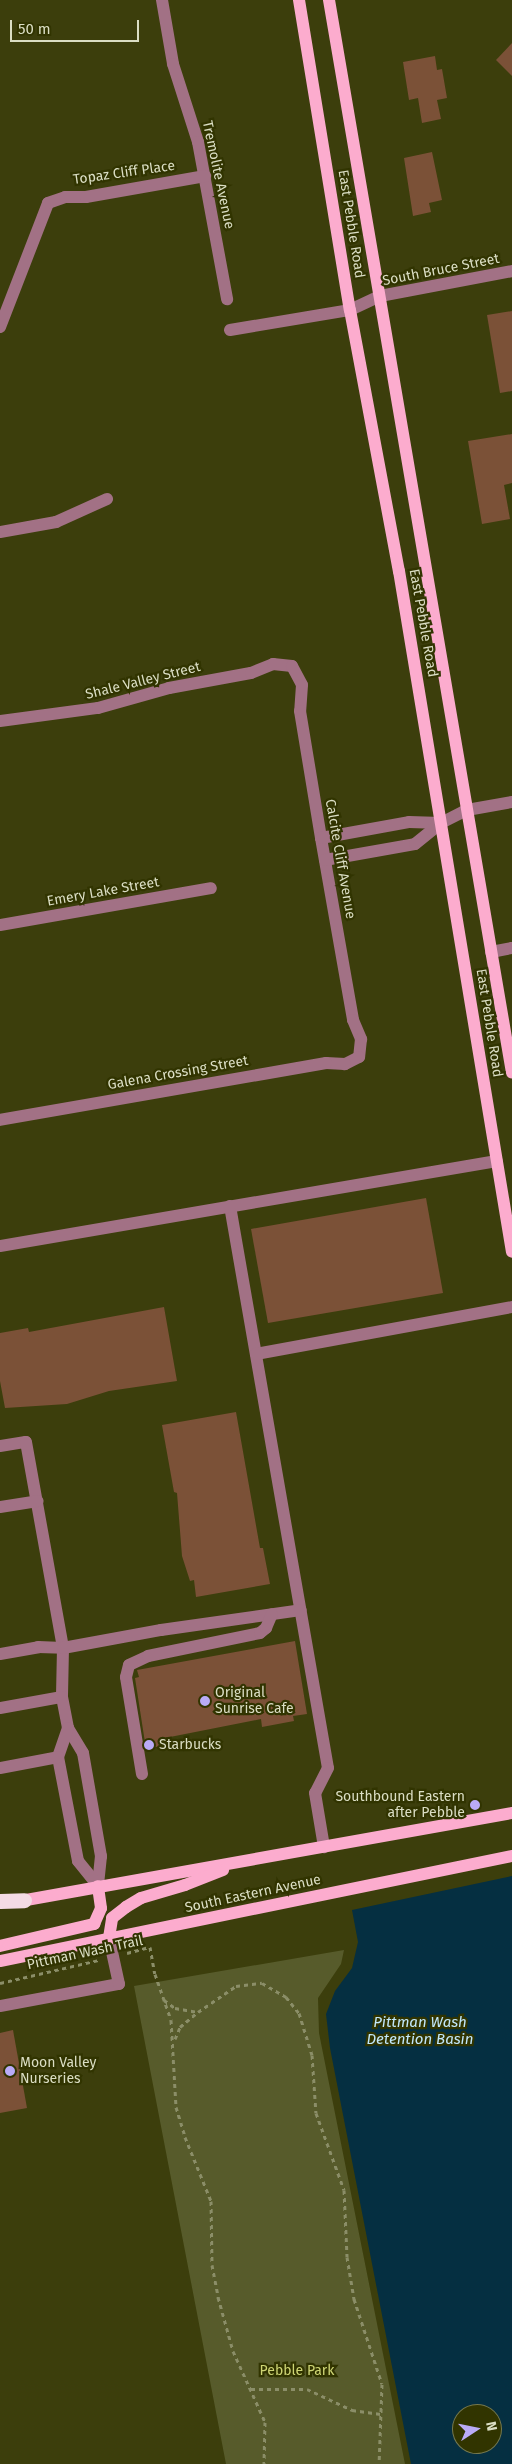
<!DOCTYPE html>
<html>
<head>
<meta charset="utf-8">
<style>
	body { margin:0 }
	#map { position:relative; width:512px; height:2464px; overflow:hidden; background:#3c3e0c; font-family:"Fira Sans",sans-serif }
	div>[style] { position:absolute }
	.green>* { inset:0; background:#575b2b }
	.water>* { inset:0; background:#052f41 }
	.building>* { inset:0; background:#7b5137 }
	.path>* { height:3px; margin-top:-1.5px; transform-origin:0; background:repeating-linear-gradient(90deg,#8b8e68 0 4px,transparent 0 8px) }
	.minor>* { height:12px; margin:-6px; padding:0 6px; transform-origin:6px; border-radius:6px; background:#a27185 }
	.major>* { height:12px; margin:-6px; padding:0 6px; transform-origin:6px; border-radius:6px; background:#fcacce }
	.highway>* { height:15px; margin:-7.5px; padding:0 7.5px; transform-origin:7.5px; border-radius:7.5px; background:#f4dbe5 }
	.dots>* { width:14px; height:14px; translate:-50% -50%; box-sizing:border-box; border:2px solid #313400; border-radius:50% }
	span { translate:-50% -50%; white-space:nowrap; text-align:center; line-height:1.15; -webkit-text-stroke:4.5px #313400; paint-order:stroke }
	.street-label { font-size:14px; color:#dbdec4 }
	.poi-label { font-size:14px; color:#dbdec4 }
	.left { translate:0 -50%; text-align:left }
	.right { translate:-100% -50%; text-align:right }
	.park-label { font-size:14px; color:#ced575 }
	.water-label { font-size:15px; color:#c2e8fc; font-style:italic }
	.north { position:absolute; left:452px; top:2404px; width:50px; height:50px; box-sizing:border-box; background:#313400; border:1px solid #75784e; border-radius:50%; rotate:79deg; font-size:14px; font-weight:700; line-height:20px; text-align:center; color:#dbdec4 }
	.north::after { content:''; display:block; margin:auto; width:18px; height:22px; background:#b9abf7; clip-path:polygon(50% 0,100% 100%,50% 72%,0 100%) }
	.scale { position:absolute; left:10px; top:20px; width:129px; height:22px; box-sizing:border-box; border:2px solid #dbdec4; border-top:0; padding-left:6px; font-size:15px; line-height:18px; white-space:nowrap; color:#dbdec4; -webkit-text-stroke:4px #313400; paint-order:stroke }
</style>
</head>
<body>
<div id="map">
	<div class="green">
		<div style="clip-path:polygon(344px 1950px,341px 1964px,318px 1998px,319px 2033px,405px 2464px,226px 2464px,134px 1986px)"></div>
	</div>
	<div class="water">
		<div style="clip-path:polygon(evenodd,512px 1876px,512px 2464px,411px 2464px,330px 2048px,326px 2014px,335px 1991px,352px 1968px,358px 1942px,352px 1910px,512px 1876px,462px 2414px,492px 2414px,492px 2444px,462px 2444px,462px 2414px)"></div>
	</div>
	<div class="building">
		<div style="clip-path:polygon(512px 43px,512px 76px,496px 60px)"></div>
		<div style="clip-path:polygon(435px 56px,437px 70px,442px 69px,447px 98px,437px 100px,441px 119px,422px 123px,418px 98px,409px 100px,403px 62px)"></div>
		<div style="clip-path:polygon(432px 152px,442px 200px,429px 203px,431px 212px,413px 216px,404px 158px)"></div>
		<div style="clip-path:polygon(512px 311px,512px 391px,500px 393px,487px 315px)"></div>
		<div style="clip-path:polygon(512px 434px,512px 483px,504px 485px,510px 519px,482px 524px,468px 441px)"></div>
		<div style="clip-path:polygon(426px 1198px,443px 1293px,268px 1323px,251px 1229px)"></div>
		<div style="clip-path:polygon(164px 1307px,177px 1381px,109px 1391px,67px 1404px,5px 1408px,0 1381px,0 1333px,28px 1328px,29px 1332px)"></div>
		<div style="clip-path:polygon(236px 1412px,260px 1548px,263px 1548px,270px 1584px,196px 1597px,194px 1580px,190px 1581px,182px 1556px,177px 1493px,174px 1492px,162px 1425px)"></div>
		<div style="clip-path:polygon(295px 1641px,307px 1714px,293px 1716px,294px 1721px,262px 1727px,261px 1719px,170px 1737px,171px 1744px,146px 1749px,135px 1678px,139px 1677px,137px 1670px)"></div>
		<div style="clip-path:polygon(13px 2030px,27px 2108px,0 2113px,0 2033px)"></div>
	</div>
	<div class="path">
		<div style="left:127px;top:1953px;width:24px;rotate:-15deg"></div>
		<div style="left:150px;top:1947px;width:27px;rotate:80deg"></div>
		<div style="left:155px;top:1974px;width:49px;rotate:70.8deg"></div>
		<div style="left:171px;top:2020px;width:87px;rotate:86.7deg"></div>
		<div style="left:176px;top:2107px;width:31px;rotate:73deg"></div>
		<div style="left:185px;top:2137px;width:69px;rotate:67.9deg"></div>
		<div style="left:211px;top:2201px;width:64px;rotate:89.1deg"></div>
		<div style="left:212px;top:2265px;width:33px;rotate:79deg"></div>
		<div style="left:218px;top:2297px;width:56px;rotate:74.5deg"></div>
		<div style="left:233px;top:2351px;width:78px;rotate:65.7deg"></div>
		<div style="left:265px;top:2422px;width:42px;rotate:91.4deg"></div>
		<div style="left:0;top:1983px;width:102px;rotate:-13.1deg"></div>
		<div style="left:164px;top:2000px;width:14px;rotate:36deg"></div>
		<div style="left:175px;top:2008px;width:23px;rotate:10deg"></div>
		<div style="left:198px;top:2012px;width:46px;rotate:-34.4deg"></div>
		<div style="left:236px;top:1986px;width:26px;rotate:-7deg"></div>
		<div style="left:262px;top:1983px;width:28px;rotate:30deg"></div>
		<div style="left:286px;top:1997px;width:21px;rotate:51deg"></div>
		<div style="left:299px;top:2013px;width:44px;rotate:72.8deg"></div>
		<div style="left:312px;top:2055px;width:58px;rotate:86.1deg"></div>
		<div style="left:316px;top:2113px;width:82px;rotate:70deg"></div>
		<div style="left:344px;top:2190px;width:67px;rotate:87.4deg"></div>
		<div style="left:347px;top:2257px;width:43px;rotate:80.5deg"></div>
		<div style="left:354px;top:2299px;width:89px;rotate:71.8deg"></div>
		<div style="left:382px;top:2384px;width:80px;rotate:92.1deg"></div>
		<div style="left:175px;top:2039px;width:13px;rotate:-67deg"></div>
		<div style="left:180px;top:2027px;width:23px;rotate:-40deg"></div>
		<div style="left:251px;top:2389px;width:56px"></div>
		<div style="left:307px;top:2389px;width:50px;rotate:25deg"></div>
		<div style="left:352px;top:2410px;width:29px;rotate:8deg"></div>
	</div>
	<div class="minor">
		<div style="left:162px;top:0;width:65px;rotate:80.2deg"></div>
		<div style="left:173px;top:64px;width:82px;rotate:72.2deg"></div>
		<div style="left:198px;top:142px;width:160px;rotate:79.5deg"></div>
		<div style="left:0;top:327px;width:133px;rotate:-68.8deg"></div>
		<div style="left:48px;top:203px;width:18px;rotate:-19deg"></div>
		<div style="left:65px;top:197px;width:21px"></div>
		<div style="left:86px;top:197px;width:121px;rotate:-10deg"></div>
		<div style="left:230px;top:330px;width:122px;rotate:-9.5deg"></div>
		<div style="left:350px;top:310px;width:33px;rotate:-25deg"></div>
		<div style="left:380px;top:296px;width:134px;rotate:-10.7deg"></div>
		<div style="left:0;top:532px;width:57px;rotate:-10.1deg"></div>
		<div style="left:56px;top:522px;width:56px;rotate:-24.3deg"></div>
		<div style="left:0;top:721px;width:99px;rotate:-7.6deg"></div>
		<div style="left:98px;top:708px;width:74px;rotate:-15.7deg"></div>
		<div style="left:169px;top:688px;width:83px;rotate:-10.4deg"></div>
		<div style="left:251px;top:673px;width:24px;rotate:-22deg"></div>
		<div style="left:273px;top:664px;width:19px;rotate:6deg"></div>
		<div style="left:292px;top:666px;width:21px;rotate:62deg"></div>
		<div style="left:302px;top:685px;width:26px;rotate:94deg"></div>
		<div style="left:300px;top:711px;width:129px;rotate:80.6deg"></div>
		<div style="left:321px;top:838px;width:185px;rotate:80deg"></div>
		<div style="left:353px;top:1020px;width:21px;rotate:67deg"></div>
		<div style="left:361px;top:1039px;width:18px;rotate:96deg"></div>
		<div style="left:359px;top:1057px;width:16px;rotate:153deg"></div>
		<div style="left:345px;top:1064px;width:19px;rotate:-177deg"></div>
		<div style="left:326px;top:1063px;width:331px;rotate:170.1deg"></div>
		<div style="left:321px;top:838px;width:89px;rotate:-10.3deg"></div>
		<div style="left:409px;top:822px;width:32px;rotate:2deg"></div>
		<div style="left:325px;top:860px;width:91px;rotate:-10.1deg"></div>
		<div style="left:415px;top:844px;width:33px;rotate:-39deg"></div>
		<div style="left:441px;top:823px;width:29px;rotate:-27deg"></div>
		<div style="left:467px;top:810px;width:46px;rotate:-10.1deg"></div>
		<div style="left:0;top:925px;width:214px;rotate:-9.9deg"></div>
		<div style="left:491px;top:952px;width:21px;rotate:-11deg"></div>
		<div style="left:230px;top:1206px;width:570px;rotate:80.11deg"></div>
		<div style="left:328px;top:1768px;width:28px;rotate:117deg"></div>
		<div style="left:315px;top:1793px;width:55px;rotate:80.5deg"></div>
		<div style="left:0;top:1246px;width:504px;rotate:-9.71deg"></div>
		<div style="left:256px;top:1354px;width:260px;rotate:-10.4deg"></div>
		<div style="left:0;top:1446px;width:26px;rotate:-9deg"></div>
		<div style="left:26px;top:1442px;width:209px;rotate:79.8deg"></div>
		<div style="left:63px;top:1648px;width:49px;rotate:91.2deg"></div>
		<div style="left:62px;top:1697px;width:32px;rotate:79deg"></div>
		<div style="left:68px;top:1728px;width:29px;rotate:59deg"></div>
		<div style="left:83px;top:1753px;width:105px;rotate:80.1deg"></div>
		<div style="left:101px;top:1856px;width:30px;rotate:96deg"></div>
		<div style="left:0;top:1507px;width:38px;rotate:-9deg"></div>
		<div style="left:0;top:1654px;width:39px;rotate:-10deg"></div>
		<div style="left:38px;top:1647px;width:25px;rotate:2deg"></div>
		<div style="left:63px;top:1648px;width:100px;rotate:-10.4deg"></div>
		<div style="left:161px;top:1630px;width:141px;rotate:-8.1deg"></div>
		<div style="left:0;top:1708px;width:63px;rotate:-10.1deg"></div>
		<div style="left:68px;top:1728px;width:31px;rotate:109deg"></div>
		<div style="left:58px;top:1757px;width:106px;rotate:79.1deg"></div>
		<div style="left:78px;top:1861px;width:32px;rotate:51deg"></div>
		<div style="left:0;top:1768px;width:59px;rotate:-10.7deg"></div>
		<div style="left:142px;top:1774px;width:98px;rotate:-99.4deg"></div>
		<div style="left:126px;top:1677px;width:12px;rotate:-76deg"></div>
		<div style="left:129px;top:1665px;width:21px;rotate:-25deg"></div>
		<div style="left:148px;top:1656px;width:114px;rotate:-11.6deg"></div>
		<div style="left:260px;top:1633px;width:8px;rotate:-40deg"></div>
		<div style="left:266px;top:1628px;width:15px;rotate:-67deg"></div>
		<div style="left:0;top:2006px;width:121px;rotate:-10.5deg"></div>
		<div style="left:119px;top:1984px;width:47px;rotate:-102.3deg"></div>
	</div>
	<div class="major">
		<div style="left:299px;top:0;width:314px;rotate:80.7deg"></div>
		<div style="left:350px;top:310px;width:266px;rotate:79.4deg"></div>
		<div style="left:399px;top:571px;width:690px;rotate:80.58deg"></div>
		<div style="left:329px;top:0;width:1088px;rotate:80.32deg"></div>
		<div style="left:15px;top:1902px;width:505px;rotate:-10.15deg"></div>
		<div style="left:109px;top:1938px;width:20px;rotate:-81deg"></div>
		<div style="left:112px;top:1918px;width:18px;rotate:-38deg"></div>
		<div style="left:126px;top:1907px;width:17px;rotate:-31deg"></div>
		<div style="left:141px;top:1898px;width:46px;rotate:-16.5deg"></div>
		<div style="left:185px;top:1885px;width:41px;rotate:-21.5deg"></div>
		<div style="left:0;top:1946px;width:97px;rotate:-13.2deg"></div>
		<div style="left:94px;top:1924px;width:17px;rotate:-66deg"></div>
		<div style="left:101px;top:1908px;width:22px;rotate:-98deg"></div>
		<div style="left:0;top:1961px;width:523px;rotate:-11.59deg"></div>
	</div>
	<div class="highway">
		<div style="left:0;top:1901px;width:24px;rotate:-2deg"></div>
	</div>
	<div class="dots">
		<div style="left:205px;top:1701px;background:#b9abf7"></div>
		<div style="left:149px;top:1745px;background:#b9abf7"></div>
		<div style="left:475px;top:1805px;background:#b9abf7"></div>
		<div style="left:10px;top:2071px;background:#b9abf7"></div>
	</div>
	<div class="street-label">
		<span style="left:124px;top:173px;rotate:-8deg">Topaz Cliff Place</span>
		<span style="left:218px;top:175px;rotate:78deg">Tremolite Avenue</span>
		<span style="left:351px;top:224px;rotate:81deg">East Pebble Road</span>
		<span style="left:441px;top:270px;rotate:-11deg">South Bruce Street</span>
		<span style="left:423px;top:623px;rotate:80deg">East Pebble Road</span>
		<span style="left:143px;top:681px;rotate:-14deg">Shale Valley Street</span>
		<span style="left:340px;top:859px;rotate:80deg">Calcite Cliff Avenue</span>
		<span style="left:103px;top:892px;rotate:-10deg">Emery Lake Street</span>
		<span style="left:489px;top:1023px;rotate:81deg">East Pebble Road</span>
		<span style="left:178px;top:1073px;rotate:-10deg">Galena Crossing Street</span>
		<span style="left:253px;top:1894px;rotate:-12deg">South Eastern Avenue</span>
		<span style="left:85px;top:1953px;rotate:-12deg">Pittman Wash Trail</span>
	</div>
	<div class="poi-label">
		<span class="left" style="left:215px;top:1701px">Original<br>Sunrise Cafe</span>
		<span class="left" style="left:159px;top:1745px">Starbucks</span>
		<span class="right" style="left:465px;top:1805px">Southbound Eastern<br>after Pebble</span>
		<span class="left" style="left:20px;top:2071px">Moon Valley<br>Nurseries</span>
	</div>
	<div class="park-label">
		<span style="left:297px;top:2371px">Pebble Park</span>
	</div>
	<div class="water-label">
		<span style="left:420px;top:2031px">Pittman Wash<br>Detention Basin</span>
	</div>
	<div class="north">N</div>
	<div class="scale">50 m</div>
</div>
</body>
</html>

★ ★ ★

- What you are asked to do -
Write out exactly and only the lines that run from the start of the data above through the line containing "position:absolute; left:452px; top:2404px;", leaving the pictures out.

- Task result -
<!DOCTYPE html>
<html>
<head>
<meta charset="utf-8">
<style>
	body { margin:0 }
	#map { position:relative; width:512px; height:2464px; overflow:hidden; background:#3c3e0c; font-family:"Fira Sans",sans-serif }
	div>[style] { position:absolute }
	.green>* { inset:0; background:#575b2b }
	.water>* { inset:0; background:#052f41 }
	.building>* { inset:0; background:#7b5137 }
	.path>* { height:3px; margin-top:-1.5px; transform-origin:0; background:repeating-linear-gradient(90deg,#8b8e68 0 4px,transparent 0 8px) }
	.minor>* { height:12px; margin:-6px; padding:0 6px; transform-origin:6px; border-radius:6px; background:#a27185 }
	.major>* { height:12px; margin:-6px; padding:0 6px; transform-origin:6px; border-radius:6px; background:#fcacce }
	.highway>* { height:15px; margin:-7.5px; padding:0 7.5px; transform-origin:7.5px; border-radius:7.5px; background:#f4dbe5 }
	.dots>* { width:14px; height:14px; translate:-50% -50%; box-sizing:border-box; border:2px solid #313400; border-radius:50% }
	span { translate:-50% -50%; white-space:nowrap; text-align:center; line-height:1.15; -webkit-text-stroke:4.5px #313400; paint-order:stroke }
	.street-label { font-size:14px; color:#dbdec4 }
	.poi-label { font-size:14px; color:#dbdec4 }
	.left { translate:0 -50%; text-align:left }
	.right { translate:-100% -50%; text-align:right }
	.park-label { font-size:14px; color:#ced575 }
	.water-label { font-size:15px; color:#c2e8fc; font-style:italic }
	.north { position:absolute; left:452px; top:2404px; width:50px; height:50px; box-sizing:border-box; background:#313400; border:1px solid #75784e; border-radius:50%; rotate:79deg; font-size:14px; font-weight:700; line-height:20px; text-align:center; color:#dbdec4 }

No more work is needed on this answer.